Why did BLM enlarge the “pond” near the barn?

Over the years, the water catchment area or “pond” filled with sediment from the horse pasture. Removing the sediment and reconfiguring the “pond” serves several purposes. It can again act as a sediment catchment, preventing sediment loads from the horse pasture from entering the receiving stream. It will increase the diversity of habitat within the restoration area. During years of normal precipitation, the “pond” will hopefully hold water through the late winter and spring, functioning much like spring or vernal pools which provide breeding habitat for amphibians (e.g., frogs, salamanders). During the dry summer months, it is likely that the water will diminish substantially or totally.

What is the BLM doing with all the rock near the pond?

Rock check dams constructed of natural river rock are being placed across the drainage in order to slow surface water runoff, allowing more time for water infiltration into the ground, and to capture sediment before it enters the “pond” and Thompson Creek. In addition, rock is placed at the outflow of the pipe and emergency spillway of the “pond” in order to protect the stream channel from further erosion. These measures are necessary because over many years, the use of the watershed for pasture has led to much larger volumes of water running into the stream channel than normal, and this has eroded the soil where it flows.

Why did the BLM close the pasture on the east side of the stable area?

The small rear field contains steep, erosive slopes and wet low areas, both of which were adversely impacted by horses. The stream channel below this field eroded uphill to the point where it was close to cutting up into the pasture. This is due to large amounts of water coming off the steep hill side, and the drainage from the buildings up above. The erosion problem in this stream channel came to the attention of the BLM during planning for a connector trail between Meadowood and Pohick Bay Regional Park. This route provides the most direct access between the two public parcels; it leads to a road crossing that will eliminate the need for horseback riders and hikers to go along Gunston Road. The original idea for this trail was that it would be in the woods below the field, however the erosion of the stream channel had cut so far uphill that this wasn’t possible, without great expense. Another idea was to move the fence uphill, however that would have put more grazing pressure on steep slopes with little topsoil, which is not good pasture. The best stewardship of this land dictates that it be put back to forest cover, and the BLM and partners will do that through tree planting and natural regenerations of the trees. 

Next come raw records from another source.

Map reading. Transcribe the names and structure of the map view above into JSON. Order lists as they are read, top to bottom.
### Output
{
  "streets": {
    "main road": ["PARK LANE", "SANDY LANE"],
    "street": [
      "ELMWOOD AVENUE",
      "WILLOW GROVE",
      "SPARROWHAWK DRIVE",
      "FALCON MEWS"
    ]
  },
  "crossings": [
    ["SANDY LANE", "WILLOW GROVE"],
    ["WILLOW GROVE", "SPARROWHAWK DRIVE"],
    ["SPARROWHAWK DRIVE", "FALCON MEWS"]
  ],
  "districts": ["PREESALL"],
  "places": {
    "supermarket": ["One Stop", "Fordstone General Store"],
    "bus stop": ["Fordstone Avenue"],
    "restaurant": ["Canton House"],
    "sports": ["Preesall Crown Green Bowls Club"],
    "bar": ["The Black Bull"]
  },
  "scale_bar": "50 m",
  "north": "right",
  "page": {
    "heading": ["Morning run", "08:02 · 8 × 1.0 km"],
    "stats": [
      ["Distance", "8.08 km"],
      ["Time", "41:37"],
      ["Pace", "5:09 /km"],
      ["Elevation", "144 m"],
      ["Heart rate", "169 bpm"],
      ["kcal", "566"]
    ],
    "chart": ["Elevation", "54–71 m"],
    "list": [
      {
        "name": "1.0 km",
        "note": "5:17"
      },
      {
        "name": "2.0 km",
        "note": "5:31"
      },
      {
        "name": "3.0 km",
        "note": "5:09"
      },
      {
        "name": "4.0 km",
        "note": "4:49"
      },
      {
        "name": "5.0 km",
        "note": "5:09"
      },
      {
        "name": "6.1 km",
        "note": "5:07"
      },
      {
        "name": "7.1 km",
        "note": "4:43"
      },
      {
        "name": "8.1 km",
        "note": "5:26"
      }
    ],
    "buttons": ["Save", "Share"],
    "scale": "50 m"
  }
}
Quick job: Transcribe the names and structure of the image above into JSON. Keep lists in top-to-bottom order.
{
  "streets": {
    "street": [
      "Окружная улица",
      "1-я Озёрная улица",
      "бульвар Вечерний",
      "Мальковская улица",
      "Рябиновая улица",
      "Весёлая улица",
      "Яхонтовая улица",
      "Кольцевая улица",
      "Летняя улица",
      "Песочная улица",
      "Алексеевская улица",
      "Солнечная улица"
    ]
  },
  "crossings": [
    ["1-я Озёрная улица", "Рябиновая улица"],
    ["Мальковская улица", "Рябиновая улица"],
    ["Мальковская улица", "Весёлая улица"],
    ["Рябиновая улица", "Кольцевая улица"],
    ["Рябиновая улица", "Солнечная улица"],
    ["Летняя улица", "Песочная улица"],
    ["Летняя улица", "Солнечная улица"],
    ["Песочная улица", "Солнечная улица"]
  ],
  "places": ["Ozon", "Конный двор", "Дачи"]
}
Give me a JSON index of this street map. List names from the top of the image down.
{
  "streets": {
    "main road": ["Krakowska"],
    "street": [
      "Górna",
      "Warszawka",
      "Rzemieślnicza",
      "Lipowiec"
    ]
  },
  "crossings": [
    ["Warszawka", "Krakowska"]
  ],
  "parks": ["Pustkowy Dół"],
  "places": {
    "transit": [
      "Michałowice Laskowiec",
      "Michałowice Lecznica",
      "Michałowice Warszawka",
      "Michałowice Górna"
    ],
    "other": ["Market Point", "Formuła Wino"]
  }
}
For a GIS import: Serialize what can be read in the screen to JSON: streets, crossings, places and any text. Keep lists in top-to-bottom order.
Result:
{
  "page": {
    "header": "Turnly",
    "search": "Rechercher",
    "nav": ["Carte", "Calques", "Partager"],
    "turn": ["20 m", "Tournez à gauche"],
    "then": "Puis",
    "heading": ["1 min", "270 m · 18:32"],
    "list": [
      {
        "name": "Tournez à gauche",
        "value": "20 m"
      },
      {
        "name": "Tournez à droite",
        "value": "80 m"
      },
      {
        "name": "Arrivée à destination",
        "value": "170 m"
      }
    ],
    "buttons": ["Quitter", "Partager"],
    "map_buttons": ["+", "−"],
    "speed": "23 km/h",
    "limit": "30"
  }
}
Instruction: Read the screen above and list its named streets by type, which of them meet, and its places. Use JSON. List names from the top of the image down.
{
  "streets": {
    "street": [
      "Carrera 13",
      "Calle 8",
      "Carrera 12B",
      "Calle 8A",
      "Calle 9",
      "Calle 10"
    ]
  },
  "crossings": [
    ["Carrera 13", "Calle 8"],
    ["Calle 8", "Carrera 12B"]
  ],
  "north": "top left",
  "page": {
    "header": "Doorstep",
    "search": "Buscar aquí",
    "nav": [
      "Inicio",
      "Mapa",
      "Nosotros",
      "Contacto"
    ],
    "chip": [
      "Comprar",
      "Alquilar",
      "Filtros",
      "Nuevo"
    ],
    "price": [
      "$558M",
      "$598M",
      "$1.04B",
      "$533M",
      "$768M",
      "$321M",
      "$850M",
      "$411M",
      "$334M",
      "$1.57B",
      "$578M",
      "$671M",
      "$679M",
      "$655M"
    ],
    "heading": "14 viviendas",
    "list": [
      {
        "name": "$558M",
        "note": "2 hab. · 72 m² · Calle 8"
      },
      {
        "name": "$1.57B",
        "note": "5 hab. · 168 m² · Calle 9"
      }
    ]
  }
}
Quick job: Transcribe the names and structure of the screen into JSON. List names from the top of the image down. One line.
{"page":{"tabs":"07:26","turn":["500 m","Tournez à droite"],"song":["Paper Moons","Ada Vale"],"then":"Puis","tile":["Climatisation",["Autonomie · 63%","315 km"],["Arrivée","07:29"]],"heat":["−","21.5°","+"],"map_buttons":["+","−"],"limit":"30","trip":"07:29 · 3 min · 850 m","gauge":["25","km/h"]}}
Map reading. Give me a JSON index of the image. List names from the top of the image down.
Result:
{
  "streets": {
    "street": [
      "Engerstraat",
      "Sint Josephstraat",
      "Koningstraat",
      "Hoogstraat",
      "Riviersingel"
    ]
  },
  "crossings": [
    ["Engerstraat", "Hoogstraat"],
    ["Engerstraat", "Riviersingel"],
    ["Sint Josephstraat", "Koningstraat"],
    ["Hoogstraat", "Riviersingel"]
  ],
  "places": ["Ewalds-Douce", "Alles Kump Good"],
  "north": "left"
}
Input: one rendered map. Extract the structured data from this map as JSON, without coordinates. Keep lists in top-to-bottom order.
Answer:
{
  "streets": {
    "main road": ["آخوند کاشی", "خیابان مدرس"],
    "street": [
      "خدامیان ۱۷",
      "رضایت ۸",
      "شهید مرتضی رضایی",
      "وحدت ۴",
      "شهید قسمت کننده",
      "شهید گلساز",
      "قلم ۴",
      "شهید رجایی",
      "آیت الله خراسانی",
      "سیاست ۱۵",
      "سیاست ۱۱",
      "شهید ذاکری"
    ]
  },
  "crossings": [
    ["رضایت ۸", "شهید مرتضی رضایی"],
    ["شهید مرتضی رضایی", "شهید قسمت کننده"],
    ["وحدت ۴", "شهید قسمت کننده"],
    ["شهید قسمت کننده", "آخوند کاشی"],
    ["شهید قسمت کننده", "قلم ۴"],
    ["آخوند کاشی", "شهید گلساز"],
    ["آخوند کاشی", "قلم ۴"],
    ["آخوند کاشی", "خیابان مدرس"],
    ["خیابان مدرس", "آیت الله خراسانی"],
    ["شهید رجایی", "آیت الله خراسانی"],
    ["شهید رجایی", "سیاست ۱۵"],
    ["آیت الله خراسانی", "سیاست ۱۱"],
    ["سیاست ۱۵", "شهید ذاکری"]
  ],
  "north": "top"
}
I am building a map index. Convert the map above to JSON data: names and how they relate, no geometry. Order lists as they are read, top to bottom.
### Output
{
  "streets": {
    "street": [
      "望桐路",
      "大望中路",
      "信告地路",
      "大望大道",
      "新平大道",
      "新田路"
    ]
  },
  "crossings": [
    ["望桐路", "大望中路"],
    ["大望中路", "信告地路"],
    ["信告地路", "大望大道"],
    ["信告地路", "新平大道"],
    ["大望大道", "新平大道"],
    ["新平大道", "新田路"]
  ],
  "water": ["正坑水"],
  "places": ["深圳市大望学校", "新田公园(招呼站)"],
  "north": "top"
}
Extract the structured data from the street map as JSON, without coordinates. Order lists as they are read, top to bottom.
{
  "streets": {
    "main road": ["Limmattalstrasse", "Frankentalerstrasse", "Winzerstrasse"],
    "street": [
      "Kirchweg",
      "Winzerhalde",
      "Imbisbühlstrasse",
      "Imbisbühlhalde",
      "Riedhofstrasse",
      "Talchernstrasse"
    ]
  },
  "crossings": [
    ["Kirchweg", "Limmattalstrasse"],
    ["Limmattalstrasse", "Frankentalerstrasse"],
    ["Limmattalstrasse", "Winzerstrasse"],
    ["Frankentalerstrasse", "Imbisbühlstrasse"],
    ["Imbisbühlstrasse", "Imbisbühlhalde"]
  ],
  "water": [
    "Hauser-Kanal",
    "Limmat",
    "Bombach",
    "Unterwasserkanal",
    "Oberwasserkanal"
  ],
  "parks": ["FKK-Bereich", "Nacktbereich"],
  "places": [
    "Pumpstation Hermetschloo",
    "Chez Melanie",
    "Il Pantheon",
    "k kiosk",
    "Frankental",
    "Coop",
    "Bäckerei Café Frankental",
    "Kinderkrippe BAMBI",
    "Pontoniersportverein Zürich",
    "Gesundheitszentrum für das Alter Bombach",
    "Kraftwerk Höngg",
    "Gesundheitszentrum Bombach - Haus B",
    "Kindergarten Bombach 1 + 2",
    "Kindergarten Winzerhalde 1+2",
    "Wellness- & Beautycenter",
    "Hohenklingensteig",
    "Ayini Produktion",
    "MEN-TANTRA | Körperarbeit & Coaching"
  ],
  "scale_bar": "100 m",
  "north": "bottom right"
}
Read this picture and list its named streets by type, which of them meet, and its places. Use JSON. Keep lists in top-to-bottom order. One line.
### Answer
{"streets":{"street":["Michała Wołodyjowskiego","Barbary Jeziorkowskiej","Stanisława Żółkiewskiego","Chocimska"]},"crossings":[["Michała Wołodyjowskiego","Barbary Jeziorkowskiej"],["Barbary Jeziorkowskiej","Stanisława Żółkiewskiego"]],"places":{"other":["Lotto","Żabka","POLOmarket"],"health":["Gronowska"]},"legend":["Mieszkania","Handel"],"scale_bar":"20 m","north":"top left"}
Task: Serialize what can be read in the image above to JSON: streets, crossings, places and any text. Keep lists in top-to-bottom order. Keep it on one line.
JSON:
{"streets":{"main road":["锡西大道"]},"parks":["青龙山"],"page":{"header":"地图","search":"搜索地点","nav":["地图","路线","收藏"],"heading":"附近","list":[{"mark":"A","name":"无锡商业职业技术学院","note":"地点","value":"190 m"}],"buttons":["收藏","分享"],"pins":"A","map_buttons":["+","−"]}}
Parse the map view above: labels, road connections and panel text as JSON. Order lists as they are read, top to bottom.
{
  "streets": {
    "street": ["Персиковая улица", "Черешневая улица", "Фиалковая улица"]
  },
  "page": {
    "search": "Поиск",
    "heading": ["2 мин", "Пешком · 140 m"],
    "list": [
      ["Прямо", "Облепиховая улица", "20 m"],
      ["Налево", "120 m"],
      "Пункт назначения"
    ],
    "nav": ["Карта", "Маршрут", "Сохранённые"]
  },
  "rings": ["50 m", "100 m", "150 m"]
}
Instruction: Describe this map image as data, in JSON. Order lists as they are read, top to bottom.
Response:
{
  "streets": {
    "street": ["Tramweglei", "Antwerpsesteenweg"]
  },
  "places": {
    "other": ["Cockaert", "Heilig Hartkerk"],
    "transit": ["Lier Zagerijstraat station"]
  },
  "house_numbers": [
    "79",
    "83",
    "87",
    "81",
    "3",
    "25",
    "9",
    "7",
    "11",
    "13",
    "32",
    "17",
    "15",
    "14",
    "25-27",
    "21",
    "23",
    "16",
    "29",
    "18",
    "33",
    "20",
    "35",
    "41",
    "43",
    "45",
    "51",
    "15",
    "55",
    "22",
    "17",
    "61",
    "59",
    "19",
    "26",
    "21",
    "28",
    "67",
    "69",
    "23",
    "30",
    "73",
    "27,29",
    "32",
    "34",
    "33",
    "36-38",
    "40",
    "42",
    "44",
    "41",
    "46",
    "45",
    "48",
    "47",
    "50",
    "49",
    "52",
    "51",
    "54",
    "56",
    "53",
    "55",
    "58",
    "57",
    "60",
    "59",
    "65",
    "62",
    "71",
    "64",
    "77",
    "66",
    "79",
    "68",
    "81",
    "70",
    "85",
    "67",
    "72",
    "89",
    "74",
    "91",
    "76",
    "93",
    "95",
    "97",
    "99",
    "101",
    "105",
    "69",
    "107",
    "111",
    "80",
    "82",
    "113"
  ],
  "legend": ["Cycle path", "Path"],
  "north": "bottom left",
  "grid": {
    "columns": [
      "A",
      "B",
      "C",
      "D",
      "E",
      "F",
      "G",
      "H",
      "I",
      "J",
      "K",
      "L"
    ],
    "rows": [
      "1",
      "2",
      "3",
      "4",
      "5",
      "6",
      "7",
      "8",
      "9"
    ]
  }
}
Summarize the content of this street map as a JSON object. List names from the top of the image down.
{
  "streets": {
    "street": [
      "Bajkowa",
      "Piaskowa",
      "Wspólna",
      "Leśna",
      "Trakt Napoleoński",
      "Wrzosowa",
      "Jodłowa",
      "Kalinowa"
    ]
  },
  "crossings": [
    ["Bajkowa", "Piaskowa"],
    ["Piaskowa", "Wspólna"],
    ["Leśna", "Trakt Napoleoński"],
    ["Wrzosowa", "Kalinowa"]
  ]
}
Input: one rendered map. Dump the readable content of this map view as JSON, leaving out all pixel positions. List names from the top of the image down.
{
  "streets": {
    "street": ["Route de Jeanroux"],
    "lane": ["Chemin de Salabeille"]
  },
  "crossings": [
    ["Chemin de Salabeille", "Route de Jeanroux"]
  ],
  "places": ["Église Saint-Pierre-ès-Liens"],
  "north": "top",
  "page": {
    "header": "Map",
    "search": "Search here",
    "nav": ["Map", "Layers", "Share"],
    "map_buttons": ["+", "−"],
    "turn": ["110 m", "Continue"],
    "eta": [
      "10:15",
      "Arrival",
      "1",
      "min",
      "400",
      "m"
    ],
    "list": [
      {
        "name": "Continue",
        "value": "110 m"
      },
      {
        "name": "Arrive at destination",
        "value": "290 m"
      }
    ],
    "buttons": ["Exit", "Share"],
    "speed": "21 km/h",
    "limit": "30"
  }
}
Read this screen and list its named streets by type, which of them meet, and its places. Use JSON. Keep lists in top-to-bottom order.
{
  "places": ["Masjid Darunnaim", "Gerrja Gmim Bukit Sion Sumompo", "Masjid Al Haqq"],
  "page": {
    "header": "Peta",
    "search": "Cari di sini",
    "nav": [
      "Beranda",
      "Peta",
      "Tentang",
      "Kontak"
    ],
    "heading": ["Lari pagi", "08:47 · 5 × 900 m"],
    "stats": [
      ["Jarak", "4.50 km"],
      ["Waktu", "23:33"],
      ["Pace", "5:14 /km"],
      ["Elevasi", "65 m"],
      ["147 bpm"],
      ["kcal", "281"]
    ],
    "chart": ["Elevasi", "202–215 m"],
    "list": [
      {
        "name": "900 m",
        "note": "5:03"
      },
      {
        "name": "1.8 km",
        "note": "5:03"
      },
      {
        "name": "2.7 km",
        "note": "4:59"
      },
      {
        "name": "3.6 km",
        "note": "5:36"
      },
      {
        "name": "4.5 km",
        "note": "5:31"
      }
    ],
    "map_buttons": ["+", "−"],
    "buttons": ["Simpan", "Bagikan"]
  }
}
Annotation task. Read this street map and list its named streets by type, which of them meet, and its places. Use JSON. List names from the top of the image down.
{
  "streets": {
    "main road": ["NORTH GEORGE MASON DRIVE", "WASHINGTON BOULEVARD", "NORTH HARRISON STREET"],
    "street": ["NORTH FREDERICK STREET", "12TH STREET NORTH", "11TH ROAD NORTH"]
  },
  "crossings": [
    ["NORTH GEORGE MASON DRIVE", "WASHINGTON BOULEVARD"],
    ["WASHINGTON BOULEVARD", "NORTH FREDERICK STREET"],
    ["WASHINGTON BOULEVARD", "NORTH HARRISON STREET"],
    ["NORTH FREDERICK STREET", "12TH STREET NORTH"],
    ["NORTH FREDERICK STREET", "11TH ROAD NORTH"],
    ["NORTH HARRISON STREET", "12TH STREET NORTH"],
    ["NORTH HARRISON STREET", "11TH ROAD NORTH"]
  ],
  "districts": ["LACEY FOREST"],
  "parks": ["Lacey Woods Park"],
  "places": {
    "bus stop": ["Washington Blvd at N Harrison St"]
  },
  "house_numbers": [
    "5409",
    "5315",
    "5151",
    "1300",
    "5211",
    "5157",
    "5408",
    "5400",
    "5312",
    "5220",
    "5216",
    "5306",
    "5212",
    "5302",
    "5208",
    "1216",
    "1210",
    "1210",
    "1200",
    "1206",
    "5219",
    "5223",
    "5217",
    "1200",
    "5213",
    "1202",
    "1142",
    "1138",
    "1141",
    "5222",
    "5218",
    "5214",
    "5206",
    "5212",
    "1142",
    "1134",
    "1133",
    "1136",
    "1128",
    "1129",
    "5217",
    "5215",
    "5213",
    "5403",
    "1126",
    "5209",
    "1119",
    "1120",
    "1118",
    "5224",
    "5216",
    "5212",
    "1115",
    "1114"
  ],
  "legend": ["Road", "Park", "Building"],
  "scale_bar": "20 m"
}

The BLM feels that careful management of horses and pastures is needed to minimize impacts to the watershed which have been occurring over many years, and we will not sacrifice natural resources protection for recreation use by equestrians or any other users.


Is the BLM putting in any new trails?

Yes, the BLM is developing hiking and biking trails on the West Parcel of Meadowood, which had no sustainable trails when we acquired the property. The BLM has done extensive rerouting and rebuilding of the inherited system of trails and roads on the east side of Belmont Boulevard. This work allows the trails to be used year around. It also reduces their impact on the watershed by making them narrower, removing culvert pipes which were prone to clogging, and reducing grades to make them less erodible, and easier to hike. Rerouting around steep eroding sections meant longer trails, and users can see more of the property. Where needed, trails were surfaced with crushed aggregate stone which compacts to a firm surface and allows trails to be used by horses throughout the year. Wherever possible, the previous trail surface of bank run gravel was left in place.